Les chers amis de Laurent Nkunda
Le Congolais Katebe Katoto et le Rwandais Tribert Rujugiro sont mis en cause par le rapport d’experts sur la guerre dans l’Est publié le 12 décembre par l’ONU.
Tribert Rujugiro et Katebe Katoto ont beaucoup de points communs : ils sont tous les deux hommes d’affaires, réputés « richissimes », sexagénaires et… cités dans un rapport sur la guerre en RD Congo publié le 12 décembre par l’ONU. Leur nom apparaît à la rubrique « Particuliers finançant le CNDP », le Conseil national pour la défense du peuple, le mouvement du rebelle Laurent Nkunda, qui, depuis le 28 août dernier, affronte les Forces armées de la RD Congo.
Rwandais, Tribert Rujugiro, 67 ans, père de six enfants, a fait fortune dans l’industrie du tabac, les brasseries, le secteur bancaire. Fondateur, en 2006, du Rwanda Investment Group, il dispose d’intérêts au Botswana, en Afrique du Sud, en Côte d’Ivoire, au Togo, au Kenya, en Ouganda… D’après les experts des Nations unies, cet ancien bailleur de fonds du Front patriotique rwandais (FPR), le parti au pouvoir au Rwanda, possède aussi plusieurs fermes dans le Masisi, territoire contrôlé par le CNDP. Dans l’une d’elles, à Kirolirwe, il aurait régulièrement reçu des dignitaires du mouvement, dont Laurent Nkunda, en 2006. Le 28 août 2007, il aurait envoyé un mail à l’un de ses employés à Dubaï, lui demandant de mettre 120 000 dollars à la disposition des « gens de notre ami Laurent N ». Le 6 juin 2008, poursuit le document, il aurait reçu un mail du colonel Gahizi, « l’un des commandants les plus influents du CNDP », l’informant que « les gens sont prêts » et lui rappelant d’envoyer « l’engin » comme il l’avait promis. Sollicité par Jeune Afrique, Tribert Rujugiro n’a pas réagi à ces mises en cause. Il est actuellement à Londres, en liberté provisoire depuis octobre dernier, après la délivrance d’un mandat par l’Afrique du Sud pour fraude fiscale.
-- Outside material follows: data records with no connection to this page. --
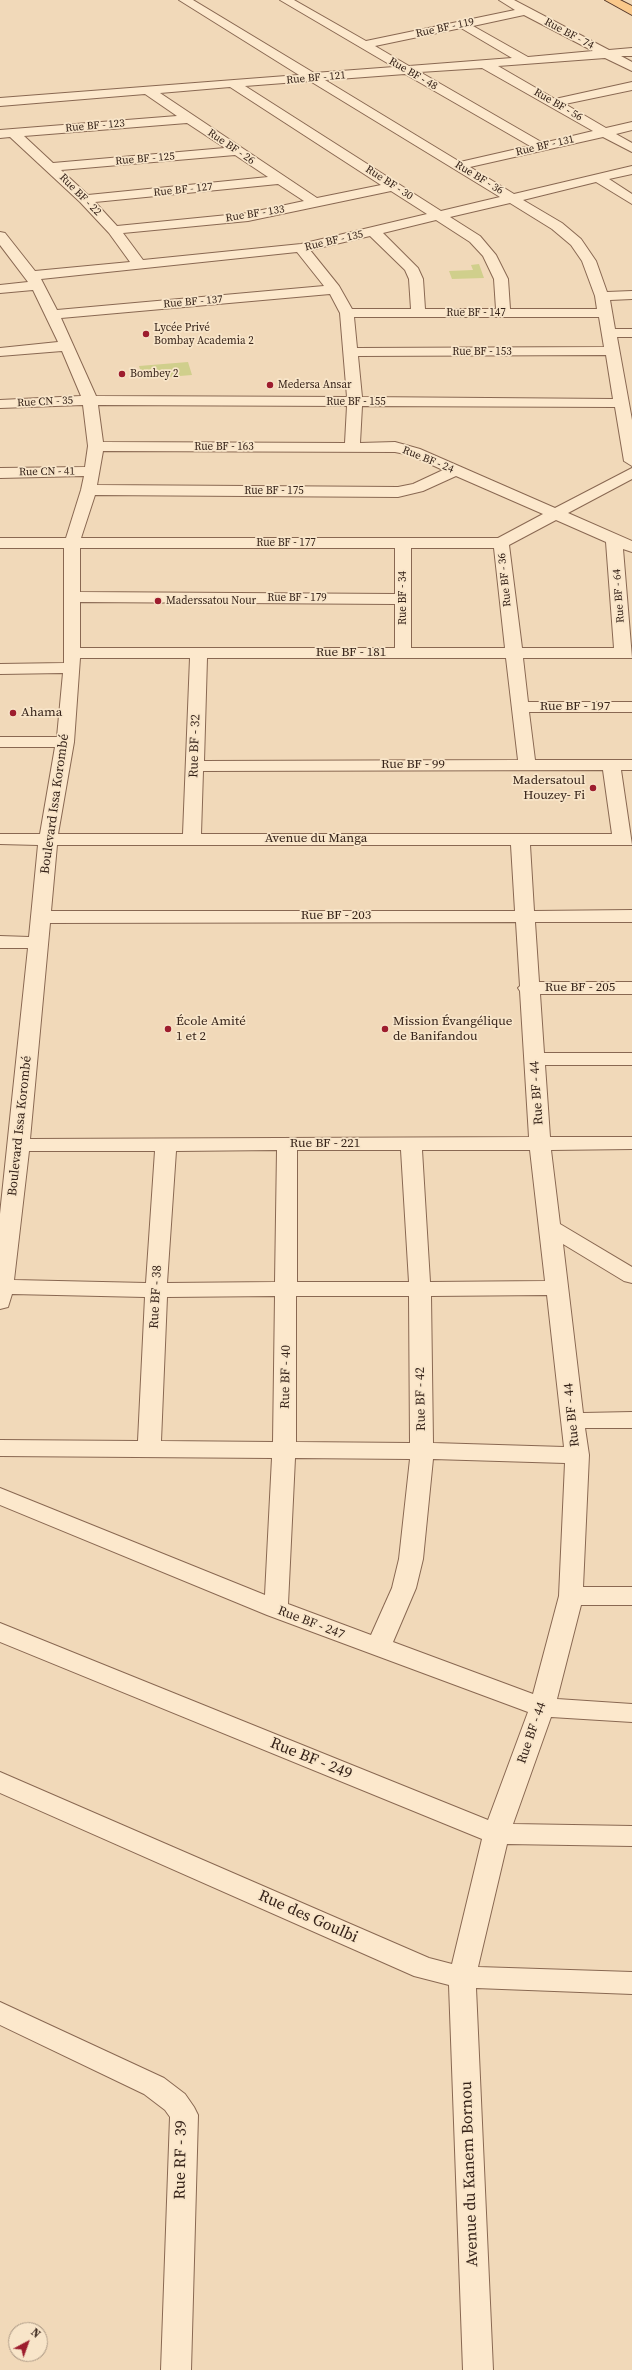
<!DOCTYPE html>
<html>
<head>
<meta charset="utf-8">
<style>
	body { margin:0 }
	#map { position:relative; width:632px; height:2370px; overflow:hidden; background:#f1d9b9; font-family:"Source Serif 4",serif }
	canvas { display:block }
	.north { position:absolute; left:8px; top:2322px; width:40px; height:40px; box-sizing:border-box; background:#f8e5c9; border:1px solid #aa9783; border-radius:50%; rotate:41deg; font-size:11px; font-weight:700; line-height:16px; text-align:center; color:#362319 }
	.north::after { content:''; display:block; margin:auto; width:14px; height:18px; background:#9d1d2e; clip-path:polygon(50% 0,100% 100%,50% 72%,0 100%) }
</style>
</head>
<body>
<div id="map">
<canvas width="632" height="2370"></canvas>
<div class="north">N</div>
</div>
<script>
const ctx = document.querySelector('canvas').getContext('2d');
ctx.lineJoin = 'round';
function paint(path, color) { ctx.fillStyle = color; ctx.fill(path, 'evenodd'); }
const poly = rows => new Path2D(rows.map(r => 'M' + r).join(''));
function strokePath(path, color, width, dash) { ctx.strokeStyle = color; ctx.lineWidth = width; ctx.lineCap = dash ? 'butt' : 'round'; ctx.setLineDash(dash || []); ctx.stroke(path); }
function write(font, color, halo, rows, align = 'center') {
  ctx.font = font + ' "Source Serif 4",serif'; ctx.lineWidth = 3.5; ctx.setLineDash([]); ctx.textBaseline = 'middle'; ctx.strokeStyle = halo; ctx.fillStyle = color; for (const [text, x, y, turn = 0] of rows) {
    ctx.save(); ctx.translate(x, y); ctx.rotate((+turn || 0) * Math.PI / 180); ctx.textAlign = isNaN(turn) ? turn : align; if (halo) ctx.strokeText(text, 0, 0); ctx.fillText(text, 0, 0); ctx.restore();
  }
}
paint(poly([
	[479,264,484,278,452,279,449,271,473,270,471,265],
	[188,362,192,375,143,379,139,366]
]), '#d0cf8c');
const minor = poly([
	[179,0,193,0,314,73,394,67,280,0,294,0,366,41,515,10,499,0,514,0,609,50,632,48,632,56,621,56,632,62,632,71,605,58,498,66,555,99,632,82,632,90,565,104,606,128,632,122,632,130,616,134,632,143,632,152,603,137,470,167,514,194,632,166,632,174,609,179,632,194,632,204,596,182,523,200,562,223,581,239,596,261,607,292,632,291,632,299,610,300,615,329,632,329,632,337,617,337,632,420,632,466,624,461,615,407,362,406,360,443,395,442,420,449,555,508,632,468,632,479,568,513,632,541,632,552,623,549,632,658,523,658,528,702,632,702,632,712,529,712,535,760,632,760,632,770,621,770,632,845,530,845,534,911,632,910,632,922,535,922,539,982,632,982,632,994,540,994,544,1053,632,1053,632,1065,545,1065,550,1137,632,1137,632,1149,551,1150,560,1224,632,1267,632,1283,624,1281,563,1244,583,1413,632,1412,632,1428,585,1428,589,1455,583,1587,632,1587,632,1605,581,1605,557,1699,632,1704,632,1722,551,1717,513,1824,632,1826,632,1846,507,1844,478,1967,632,1972,632,1994,476,1988,493,2370,463,2370,449,1985,414,1976,0,1793,0,1772,429,1958,452,1964,482,1839,0,1642,0,1623,488,1820,528,1712,267,1615,0,1505,0,1488,265,1595,272,1458,0,1456,0,1440,138,1441,145,1297,12,1294,8,1307,0,1309,0,1214,28,948,0,948,0,936,29,937,38,845,0,844,0,834,40,834,55,747,0,747,0,737,57,737,63,673,0,674,0,664,64,663,64,548,0,548,0,538,66,538,81,490,84,476,0,478,0,468,85,467,88,446,83,405,0,408,0,400,81,396,62,351,0,356,0,348,58,342,33,290,0,293,0,285,28,282,0,245,0,232,5,233,35,271,130,262,109,233,80,202,10,137,0,138,0,130,177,116,145,94,0,106,0,98,299,75,179,0],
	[524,15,593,51,528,57,473,26,524,15],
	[461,28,512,58,409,66,375,46,461,28],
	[482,68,593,131,543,143,420,72,482,68],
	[405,74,530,146,460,162,325,80,405,74],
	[310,81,500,197,441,211,245,86,310,81],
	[230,87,381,185,317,198,160,93,230,87],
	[187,123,225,148,53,163,24,136,187,123],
	[235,155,268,177,88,195,61,170,235,155],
	[278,184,304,201,248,213,117,226,95,202,278,184],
	[391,191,427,214,301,244,143,260,123,233,248,221,391,191],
	[510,203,552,229,571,245,582,261,595,296,597,309,510,309,508,279,496,255,480,236,450,217,510,203],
	[436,220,470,242,483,256,494,279,496,309,425,309,423,279,418,268,383,233,436,220],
	[370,236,405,270,409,279,411,309,352,309,339,286,310,250,370,236],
	[297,252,324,286,57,310,41,279,297,252],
	[330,294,340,313,347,397,96,396,61,318,330,294],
	[354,317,599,317,604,347,357,348,354,317],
	[606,355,613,399,362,397,358,356,606,355],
	[98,405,347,406,345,443,103,442,98,405],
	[103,451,395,452,410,455,443,470,413,484,398,487,97,485,103,451],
	[456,476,543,514,498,538,81,538,95,495,398,497,423,491,456,476],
	[556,520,606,542,614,648,522,648,509,545,556,520],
	[80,548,395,548,395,594,80,592,80,548],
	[411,548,494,548,505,648,411,648,411,548],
	[80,602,395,604,395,648,80,648,80,602],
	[80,658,190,658,183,834,58,834,74,742,80,658],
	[207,658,506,658,518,760,204,761,207,658],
	[603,770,612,834,201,834,203,771,603,770],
	[57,845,511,845,515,911,51,911,57,845],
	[516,922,520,986,518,988,520,991,529,1137,30,1139,50,923,516,922],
	[277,1150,275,1282,167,1283,176,1151,277,1150],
	[297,1150,401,1150,409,1282,297,1282,297,1150],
	[422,1150,530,1150,545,1281,430,1282,422,1150],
	[29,1151,155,1151,146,1283,14,1280,29,1151],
	[547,1295,564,1447,433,1443,431,1296,547,1295],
	[275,1296,273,1442,161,1441,167,1297,275,1296],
	[296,1296,409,1296,410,1443,296,1442,296,1296],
	[295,1458,410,1459,399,1559,392,1588,371,1635,288,1604,295,1458],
	[433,1459,565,1463,559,1596,533,1694,393,1642,416,1588,423,1559,433,1459],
	[0,2002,164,2078,185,2094,194,2107,198,2115,191,2370,161,2370,170,2117,165,2110,144,2094,0,2025,0,2002]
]);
const major = poly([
	[605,0,620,0,632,6,632,15,605,0]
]);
strokePath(minor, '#896852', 2);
strokePath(major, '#553728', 2);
paint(minor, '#fce8cc');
paint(major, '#fac98b');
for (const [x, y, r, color] of [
	[146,334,4,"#9d1d2e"],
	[122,374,4,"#9d1d2e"],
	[270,385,4,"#9d1d2e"],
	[158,601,4,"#9d1d2e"],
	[13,713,4,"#9d1d2e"],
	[593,788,4,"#9d1d2e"],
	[168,1029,4,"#9d1d2e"],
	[385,1029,4,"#9d1d2e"]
]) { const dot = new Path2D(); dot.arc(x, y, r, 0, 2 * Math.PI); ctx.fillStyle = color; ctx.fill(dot); strokePath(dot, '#f8e5c9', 1.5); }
write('11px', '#362319', '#f8e5c9', [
	["Rue BF - 119",445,28,-12],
	["Rue BF - 74",569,34,28],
	["Rue BF - 48",413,74,30],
	["Rue BF - 121",316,78,-5],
	["Rue BF - 56",558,105,30],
	["Rue BF - 123",95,126,-5],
	["Rue BF - 131",545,146,-13],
	["Rue BF - 26",231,147,34],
	["Rue BF - 125",145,159,-5],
	["Rue BF - 36",479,178,31],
	["Rue BF - 30",389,183,33],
	["Rue BF - 127",183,190,-6],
	["Rue BF - 22",80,195,45],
	["Rue BF - 133",255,214,-9],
	["Rue BF - 135",334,241,-13],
	["Rue BF - 137",193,302,-5],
	["Rue BF - 147",476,313],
	["Rue BF - 153",482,352],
	["Rue CN - 35",45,402,-3],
	["Rue BF - 155",356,402],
	["Rue BF - 163",224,447],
	["Rue BF - 24",428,460,22],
	["Rue CN - 41",47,472,-1],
	["Rue BF - 175",274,491],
	["Rue BF - 177",286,543],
	["Rue BF - 36",505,580,-96],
	["Rue BF - 64",619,596,-94],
	["Rue BF - 179",297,598],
	["Rue BF - 34",403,598,-90]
]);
write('11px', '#362319', '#f8e5c9', [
	["Lycée Privé",154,328],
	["Bombay Academia 2",154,341],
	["Bombey 2",130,374],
	["Medersa Ansar",278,385],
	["Maderssatou Nour",166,601]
], 'left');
write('13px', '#362319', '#f8e5c9', [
	["Rue BF - 181",351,653],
	["Rue BF - 197",575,707],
	["Rue BF - 32",195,746,-88],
	["Rue BF - 99",413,765],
	["Boulevard Issa Korombé",55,804,-82],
	["Avenue du Manga",316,839],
	["Rue BF - 203",336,916],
	["Rue BF - 205",580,988],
	["Rue BF - 44",537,1093,-94],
	["Boulevard Issa Korombé",20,1126,-84],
	["Rue BF - 221",325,1144],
	["Rue BF - 38",156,1297,-87],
	["Rue BF - 40",286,1377,-89],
	["Rue BF - 42",421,1399,-91],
	["Rue BF - 44",572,1415,-96],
	["Rue BF - 247",311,1623,21],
	["Rue BF - 44",532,1733,-71]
]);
write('13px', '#362319', '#f8e5c9', [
	["Ahama",21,713],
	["Madersatoul",585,781,"right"],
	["Houzey- Fi",585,796,"right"],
	["École Amité",176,1022],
	["1 et 2",176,1037],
	["Mission Évangélique",393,1022],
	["de Banifandou",393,1037]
], 'left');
write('16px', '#362319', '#f8e5c9', [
	["Rue BF - 249",311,1759,22],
	["Rue des Goulbi",308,1917,24],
	["Rue RF - 39",181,2160,-89],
	["Avenue du Kanem Bornou",470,2174,-92]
]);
</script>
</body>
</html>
Nettement plus disert, Katebe Katoto, lui, dénonce les « affabulations » dont il fait l’objet et assure n’avoir jamais été contacté par les auteurs du rapport. Natif du Katanga, cet ancien professeur de mathématiques âgé de 64 ans et père de cinq enfants est devenu un magnat de la pêche dans la région des Grands Lacs. Établi à Bruges, en Belgique – il a la nationalité belge –, il explique ainsi le virement de 25 000 dollars mentionné par le rapport, effectué le 7 février 2006 entre le compte de son épouse et celui d’Élisabeth Uwasse, l’épouse de Laurent Nkunda : « Je cherchais une maison à Goma, c’est très joli. Nkunda m’a dit, “c’est madame qui a les contacts pour la maison”. Je lui ai donc envoyé un acompte. » Avant de rappeler qu’à la date du virement le CNDP n’existait pas encore.
Laurent Nkunda, Katebe Katoto l’a connu pour avoir été, en 2003, vice-président du Rassemblement congolais pour la démocratie (RCD), qui, à l’époque, comptait le général dissident dans ses rangs. Mais d’après l’intéressé, leur dernier contact, « au téléphone », remonte à 2006. Aujourd’hui retraité, Katebe Katoto préside l’Union des libéraux pour la démocratie (ULD), un parti d’opposition sans députés ni sénateurs. Frère aîné de Moïse Katumbi, gouverneur du Katanga, l’ancien fournisseur en poissons de la Gécamines assure ne pas « mélanger la politique et la famille ».